#### [What you will do]
Print the data that follows, exactly and completely.

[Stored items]
*** Block opens ***

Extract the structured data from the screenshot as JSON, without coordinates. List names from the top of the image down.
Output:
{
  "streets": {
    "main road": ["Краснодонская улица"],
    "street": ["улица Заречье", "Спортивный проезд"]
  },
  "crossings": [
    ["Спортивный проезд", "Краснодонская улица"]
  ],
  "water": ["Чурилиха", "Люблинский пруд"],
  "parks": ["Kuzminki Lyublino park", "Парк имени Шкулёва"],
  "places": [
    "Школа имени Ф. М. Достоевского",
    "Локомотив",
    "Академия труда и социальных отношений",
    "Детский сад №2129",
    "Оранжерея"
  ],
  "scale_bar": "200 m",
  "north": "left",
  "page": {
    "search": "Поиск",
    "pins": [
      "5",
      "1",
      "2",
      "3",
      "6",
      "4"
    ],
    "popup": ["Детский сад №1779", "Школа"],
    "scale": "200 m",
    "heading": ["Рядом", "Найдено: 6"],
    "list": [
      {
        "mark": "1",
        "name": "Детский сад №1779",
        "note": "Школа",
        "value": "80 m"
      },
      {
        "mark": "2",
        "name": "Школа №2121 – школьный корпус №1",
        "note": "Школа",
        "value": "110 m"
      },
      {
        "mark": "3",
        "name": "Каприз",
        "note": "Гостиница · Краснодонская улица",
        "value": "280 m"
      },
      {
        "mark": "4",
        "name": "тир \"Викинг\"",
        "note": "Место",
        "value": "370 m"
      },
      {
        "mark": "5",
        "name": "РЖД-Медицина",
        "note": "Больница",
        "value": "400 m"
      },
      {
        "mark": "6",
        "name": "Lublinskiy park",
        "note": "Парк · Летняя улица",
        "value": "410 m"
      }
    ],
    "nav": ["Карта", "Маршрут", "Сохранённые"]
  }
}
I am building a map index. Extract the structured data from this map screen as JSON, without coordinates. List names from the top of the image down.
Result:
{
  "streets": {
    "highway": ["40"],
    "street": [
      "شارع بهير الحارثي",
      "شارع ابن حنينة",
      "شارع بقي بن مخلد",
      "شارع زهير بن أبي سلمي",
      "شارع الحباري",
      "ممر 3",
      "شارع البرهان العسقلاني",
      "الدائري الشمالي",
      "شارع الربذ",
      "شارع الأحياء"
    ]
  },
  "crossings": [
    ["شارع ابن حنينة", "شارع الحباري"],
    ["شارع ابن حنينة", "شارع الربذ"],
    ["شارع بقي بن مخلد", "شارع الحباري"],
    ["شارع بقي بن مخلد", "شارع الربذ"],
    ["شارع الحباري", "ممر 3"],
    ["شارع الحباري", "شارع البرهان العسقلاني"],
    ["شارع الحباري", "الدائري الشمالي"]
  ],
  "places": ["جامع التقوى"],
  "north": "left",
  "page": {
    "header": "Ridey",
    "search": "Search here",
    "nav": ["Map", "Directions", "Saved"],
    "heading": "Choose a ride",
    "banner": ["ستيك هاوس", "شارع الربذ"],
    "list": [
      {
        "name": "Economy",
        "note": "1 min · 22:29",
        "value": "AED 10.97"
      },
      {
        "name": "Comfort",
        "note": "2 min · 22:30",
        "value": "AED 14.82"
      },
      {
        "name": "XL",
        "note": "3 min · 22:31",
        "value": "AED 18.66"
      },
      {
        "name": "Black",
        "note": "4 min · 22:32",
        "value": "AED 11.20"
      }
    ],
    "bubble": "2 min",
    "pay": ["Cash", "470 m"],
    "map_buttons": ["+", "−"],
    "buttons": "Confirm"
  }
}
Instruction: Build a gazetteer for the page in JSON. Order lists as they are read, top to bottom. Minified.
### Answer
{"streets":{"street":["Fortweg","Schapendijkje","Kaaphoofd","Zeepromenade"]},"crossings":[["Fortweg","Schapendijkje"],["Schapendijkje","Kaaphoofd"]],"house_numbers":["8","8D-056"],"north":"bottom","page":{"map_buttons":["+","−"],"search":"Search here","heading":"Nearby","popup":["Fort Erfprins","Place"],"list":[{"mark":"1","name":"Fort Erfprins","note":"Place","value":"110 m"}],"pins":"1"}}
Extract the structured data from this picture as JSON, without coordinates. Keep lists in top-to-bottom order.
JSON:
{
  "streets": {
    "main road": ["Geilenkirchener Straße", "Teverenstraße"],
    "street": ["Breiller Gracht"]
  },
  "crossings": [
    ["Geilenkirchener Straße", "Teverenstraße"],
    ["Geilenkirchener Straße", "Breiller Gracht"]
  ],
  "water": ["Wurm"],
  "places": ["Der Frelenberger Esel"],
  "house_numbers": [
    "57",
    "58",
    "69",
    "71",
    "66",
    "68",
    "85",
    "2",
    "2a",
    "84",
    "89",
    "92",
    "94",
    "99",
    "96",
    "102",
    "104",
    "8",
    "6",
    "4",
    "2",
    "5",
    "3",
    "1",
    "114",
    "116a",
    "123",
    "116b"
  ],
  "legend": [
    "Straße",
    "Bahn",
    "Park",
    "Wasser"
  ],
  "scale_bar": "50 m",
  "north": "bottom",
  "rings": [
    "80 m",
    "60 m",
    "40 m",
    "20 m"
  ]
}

*** Block closes ***

#### [Reply]
Extract the structured data from the screenshot as JSON, without coordinates. List names from the top of the image down.
Output:
{
  "streets": {
    "main road": ["Краснодонская улица"],
    "street": ["улица Заречье", "Спортивный проезд"]
  },
  "crossings": [
    ["Спортивный проезд", "Краснодонская улица"]
  ],
  "water": ["Чурилиха", "Люблинский пруд"],
  "parks": ["Kuzminki Lyublino park", "Парк имени Шкулёва"],
  "places": [
    "Школа имени Ф. М. Достоевского",
    "Локомотив",
    "Академия труда и социальных отношений",
    "Детский сад №2129",
    "Оранжерея"
  ],
  "scale_bar": "200 m",
  "north": "left",
  "page": {
    "search": "Поиск",
    "pins": [
      "5",
      "1",
      "2",
      "3",
      "6",
      "4"
    ],
    "popup": ["Детский сад №1779", "Школа"],
    "scale": "200 m",
    "heading": ["Рядом", "Найдено: 6"],
    "list": [
      {
        "mark": "1",
        "name": "Детский сад №1779",
        "note": "Школа",
        "value": "80 m"
      },
      {
        "mark": "2",
        "name": "Школа №2121 – школьный корпус №1",
        "note": "Школа",
        "value": "110 m"
      },
      {
        "mark": "3",
        "name": "Каприз",
        "note": "Гостиница · Краснодонская улица",
        "value": "280 m"
      },
      {
        "mark": "4",
        "name": "тир \"Викинг\"",
        "note": "Место",
        "value": "370 m"
      },
      {
        "mark": "5",
        "name": "РЖД-Медицина",
        "note": "Больница",
        "value": "400 m"
      },
      {
        "mark": "6",
        "name": "Lublinskiy park",
        "note": "Парк · Летняя улица",
        "value": "410 m"
      }
    ],
    "nav": ["Карта", "Маршрут", "Сохранённые"]
  }
}
I am building a map index. Extract the structured data from this map screen as JSON, without coordinates. List names from the top of the image down.
Result:
{
  "streets": {
    "highway": ["40"],
    "street": [
      "شارع بهير الحارثي",
      "شارع ابن حنينة",
      "شارع بقي بن مخلد",
      "شارع زهير بن أبي سلمي",
      "شارع الحباري",
      "ممر 3",
      "شارع البرهان العسقلاني",
      "الدائري الشمالي",
      "شارع الربذ",
      "شارع الأحياء"
    ]
  },
  "crossings": [
    ["شارع ابن حنينة", "شارع الحباري"],
    ["شارع ابن حنينة", "شارع الربذ"],
    ["شارع بقي بن مخلد", "شارع الحباري"],
    ["شارع بقي بن مخلد", "شارع الربذ"],
    ["شارع الحباري", "ممر 3"],
    ["شارع الحباري", "شارع البرهان العسقلاني"],
    ["شارع الحباري", "الدائري الشمالي"]
  ],
  "places": ["جامع التقوى"],
  "north": "left",
  "page": {
    "header": "Ridey",
    "search": "Search here",
    "nav": ["Map", "Directions", "Saved"],
    "heading": "Choose a ride",
    "banner": ["ستيك هاوس", "شارع الربذ"],
    "list": [
      {
        "name": "Economy",
        "note": "1 min · 22:29",
        "value": "AED 10.97"
      },
      {
        "name": "Comfort",
        "note": "2 min · 22:30",
        "value": "AED 14.82"
      },
      {
        "name": "XL",
        "note": "3 min · 22:31",
        "value": "AED 18.66"
      },
      {
        "name": "Black",
        "note": "4 min · 22:32",
        "value": "AED 11.20"
      }
    ],
    "bubble": "2 min",
    "pay": ["Cash", "470 m"],
    "map_buttons": ["+", "−"],
    "buttons": "Confirm"
  }
}
Instruction: Build a gazetteer for the page in JSON. Order lists as they are read, top to bottom. Minified.
### Answer
{"streets":{"street":["Fortweg","Schapendijkje","Kaaphoofd","Zeepromenade"]},"crossings":[["Fortweg","Schapendijkje"],["Schapendijkje","Kaaphoofd"]],"house_numbers":["8","8D-056"],"north":"bottom","page":{"map_buttons":["+","−"],"search":"Search here","heading":"Nearby","popup":["Fort Erfprins","Place"],"list":[{"mark":"1","name":"Fort Erfprins","note":"Place","value":"110 m"}],"pins":"1"}}
Extract the structured data from this picture as JSON, without coordinates. Keep lists in top-to-bottom order.
JSON:
{
  "streets": {
    "main road": ["Geilenkirchener Straße", "Teverenstraße"],
    "street": ["Breiller Gracht"]
  },
  "crossings": [
    ["Geilenkirchener Straße", "Teverenstraße"],
    ["Geilenkirchener Straße", "Breiller Gracht"]
  ],
  "water": ["Wurm"],
  "places": ["Der Frelenberger Esel"],
  "house_numbers": [
    "57",
    "58",
    "69",
    "71",
    "66",
    "68",
    "85",
    "2",
    "2a",
    "84",
    "89",
    "92",
    "94",
    "99",
    "96",
    "102",
    "104",
    "8",
    "6",
    "4",
    "2",
    "5",
    "3",
    "1",
    "114",
    "116a",
    "123",
    "116b"
  ],
  "legend": [
    "Straße",
    "Bahn",
    "Park",
    "Wasser"
  ],
  "scale_bar": "50 m",
  "north": "bottom",
  "rings": [
    "80 m",
    "60 m",
    "40 m",
    "20 m"
  ]
}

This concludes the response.